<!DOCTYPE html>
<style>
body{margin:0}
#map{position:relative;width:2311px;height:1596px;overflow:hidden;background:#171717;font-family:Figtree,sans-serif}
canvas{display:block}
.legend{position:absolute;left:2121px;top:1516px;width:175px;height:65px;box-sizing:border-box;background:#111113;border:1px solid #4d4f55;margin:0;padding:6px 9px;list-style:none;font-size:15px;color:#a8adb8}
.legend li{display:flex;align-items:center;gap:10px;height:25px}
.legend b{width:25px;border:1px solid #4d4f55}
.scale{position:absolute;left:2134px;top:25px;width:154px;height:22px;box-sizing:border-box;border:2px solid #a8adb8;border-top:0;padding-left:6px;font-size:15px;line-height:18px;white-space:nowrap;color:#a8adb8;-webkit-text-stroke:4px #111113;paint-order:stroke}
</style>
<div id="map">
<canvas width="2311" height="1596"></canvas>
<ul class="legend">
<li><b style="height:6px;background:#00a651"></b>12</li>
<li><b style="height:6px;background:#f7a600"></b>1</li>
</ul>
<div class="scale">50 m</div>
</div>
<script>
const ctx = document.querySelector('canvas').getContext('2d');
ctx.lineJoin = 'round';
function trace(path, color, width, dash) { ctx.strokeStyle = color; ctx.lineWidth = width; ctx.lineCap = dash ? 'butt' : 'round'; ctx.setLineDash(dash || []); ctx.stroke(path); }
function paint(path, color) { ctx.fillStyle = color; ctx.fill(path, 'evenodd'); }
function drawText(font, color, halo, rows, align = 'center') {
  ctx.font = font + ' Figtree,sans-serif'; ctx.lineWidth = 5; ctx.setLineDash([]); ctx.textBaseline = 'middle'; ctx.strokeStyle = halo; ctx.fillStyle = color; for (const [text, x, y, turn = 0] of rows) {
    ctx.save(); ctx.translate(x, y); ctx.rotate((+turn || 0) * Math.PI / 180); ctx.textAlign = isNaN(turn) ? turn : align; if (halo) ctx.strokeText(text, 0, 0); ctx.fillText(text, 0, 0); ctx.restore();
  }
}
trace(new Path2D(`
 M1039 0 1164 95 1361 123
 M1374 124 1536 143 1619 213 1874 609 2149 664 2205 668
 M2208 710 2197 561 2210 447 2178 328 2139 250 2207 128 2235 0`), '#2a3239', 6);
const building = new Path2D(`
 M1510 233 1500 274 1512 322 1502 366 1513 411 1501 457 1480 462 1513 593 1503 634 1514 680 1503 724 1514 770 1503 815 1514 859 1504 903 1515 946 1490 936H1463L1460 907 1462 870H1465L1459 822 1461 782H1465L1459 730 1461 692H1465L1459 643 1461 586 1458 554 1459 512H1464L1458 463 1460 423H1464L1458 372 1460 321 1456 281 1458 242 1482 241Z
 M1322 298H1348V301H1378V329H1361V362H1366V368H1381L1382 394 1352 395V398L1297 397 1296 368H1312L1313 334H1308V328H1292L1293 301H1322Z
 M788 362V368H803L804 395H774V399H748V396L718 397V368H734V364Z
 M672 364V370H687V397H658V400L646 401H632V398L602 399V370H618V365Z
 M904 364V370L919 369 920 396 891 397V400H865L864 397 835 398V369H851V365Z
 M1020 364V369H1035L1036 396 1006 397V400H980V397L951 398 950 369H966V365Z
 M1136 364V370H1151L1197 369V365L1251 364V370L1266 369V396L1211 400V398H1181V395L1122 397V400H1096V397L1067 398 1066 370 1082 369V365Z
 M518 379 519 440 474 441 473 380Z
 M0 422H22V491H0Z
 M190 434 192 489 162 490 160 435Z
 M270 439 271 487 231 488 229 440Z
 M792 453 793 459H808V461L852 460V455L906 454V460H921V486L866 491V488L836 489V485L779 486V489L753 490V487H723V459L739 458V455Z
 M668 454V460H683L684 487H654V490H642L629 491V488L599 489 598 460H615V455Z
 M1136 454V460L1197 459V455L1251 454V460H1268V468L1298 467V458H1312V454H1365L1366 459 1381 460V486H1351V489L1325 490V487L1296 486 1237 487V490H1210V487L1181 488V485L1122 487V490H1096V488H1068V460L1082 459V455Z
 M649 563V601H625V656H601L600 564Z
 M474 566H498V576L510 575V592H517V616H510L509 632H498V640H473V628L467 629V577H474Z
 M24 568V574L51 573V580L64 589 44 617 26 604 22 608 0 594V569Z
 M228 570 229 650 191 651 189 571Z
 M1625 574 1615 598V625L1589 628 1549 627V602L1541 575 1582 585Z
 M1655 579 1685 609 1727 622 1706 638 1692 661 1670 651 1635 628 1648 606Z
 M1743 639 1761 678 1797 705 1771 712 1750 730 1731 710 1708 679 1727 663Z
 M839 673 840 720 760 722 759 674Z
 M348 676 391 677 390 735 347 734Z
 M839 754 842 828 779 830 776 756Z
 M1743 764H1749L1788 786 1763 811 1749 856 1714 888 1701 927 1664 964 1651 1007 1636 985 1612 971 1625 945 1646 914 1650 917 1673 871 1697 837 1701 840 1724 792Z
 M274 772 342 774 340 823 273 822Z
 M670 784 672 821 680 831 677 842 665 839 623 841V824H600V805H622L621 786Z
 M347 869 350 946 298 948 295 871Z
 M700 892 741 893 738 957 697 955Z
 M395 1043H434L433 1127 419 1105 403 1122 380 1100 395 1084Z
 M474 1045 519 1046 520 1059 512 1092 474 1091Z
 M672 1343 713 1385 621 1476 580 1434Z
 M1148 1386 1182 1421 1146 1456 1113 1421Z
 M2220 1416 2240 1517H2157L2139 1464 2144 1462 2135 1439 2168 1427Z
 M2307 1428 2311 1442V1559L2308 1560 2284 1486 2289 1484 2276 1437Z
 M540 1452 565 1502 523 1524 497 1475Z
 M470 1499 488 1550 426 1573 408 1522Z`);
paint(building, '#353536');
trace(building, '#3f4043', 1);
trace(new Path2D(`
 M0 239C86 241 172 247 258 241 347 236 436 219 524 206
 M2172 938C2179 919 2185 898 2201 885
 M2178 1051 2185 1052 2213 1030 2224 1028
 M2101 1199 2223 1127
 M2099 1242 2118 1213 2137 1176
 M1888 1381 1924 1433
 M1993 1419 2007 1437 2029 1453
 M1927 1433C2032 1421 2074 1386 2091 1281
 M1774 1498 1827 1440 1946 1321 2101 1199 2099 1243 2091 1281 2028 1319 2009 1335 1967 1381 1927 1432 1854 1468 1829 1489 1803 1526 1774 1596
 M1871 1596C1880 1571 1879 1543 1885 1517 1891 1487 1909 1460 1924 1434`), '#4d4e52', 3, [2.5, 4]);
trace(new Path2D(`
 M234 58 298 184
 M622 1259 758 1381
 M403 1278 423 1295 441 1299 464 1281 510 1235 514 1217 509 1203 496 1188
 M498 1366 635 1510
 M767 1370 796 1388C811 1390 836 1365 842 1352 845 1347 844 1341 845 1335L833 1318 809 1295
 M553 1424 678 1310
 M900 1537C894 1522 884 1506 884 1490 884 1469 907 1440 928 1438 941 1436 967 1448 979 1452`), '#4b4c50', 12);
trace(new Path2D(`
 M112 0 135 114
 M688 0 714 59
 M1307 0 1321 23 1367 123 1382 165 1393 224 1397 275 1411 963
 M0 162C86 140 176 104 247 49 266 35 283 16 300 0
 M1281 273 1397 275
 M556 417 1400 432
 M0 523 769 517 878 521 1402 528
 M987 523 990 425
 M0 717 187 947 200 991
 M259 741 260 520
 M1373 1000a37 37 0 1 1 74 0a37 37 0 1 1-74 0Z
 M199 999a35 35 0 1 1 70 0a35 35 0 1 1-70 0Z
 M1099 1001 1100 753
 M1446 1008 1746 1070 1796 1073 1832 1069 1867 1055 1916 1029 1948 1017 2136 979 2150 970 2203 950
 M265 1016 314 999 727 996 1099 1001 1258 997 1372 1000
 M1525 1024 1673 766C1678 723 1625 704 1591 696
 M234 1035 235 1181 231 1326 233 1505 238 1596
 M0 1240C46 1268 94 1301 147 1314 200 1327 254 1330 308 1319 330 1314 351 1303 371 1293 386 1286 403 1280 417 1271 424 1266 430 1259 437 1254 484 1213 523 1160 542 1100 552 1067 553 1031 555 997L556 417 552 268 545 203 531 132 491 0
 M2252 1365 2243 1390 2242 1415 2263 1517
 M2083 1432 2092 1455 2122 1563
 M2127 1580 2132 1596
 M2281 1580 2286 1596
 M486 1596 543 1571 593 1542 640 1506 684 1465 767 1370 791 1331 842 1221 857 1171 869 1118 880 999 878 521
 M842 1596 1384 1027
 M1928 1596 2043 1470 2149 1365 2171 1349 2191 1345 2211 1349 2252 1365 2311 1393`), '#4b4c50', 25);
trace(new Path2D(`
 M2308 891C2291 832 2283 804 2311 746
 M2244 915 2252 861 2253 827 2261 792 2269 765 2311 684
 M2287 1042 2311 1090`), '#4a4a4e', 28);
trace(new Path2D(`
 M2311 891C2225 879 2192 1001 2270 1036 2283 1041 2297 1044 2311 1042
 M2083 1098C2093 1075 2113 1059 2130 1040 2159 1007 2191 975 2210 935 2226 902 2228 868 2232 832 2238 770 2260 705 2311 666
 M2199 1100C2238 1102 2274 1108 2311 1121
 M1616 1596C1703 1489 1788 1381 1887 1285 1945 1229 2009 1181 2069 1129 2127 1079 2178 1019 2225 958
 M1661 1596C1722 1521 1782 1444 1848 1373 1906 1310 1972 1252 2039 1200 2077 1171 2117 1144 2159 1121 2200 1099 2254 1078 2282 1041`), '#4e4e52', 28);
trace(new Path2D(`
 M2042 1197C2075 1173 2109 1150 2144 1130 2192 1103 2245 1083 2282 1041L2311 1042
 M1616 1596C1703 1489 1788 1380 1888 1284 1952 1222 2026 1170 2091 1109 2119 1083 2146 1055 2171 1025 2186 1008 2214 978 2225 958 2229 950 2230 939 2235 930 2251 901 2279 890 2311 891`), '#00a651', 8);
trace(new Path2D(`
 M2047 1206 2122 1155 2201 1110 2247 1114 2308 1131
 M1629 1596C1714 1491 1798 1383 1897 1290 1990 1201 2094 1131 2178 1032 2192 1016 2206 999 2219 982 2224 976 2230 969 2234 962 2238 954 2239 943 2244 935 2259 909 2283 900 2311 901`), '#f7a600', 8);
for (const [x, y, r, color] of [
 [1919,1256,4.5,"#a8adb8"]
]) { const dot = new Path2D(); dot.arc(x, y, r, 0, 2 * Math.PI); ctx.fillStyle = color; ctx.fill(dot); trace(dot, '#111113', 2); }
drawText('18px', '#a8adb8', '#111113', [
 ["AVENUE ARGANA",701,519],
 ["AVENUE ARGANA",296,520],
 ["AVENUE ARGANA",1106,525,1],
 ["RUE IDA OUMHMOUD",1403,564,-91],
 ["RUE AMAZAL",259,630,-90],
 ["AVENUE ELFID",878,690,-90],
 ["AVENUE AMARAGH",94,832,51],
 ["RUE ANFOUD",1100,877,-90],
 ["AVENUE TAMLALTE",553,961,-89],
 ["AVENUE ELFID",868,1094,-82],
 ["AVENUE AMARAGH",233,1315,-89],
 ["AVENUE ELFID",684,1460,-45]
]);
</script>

> [Problem]
Among the entries above, locate the lines containing "M672 1343 713 1385 621 1476 580 1434Z" and "M1993 1419 2007 1437 2029 1453", and transcribe exactly those two lines and all lines between.

> [Written solution]
 M672 1343 713 1385 621 1476 580 1434Z
 M1148 1386 1182 1421 1146 1456 1113 1421Z
 M2220 1416 2240 1517H2157L2139 1464 2144 1462 2135 1439 2168 1427Z
 M2307 1428 2311 1442V1559L2308 1560 2284 1486 2289 1484 2276 1437Z
 M540 1452 565 1502 523 1524 497 1475Z
 M470 1499 488 1550 426 1573 408 1522Z`);
paint(building, '#353536');
trace(building, '#3f4043', 1);
trace(new Path2D(`
 M0 239C86 241 172 247 258 241 347 236 436 219 524 206
 M2172 938C2179 919 2185 898 2201 885
 M2178 1051 2185 1052 2213 1030 2224 1028
 M2101 1199 2223 1127
 M2099 1242 2118 1213 2137 1176
 M1888 1381 1924 1433
 M1993 1419 2007 1437 2029 1453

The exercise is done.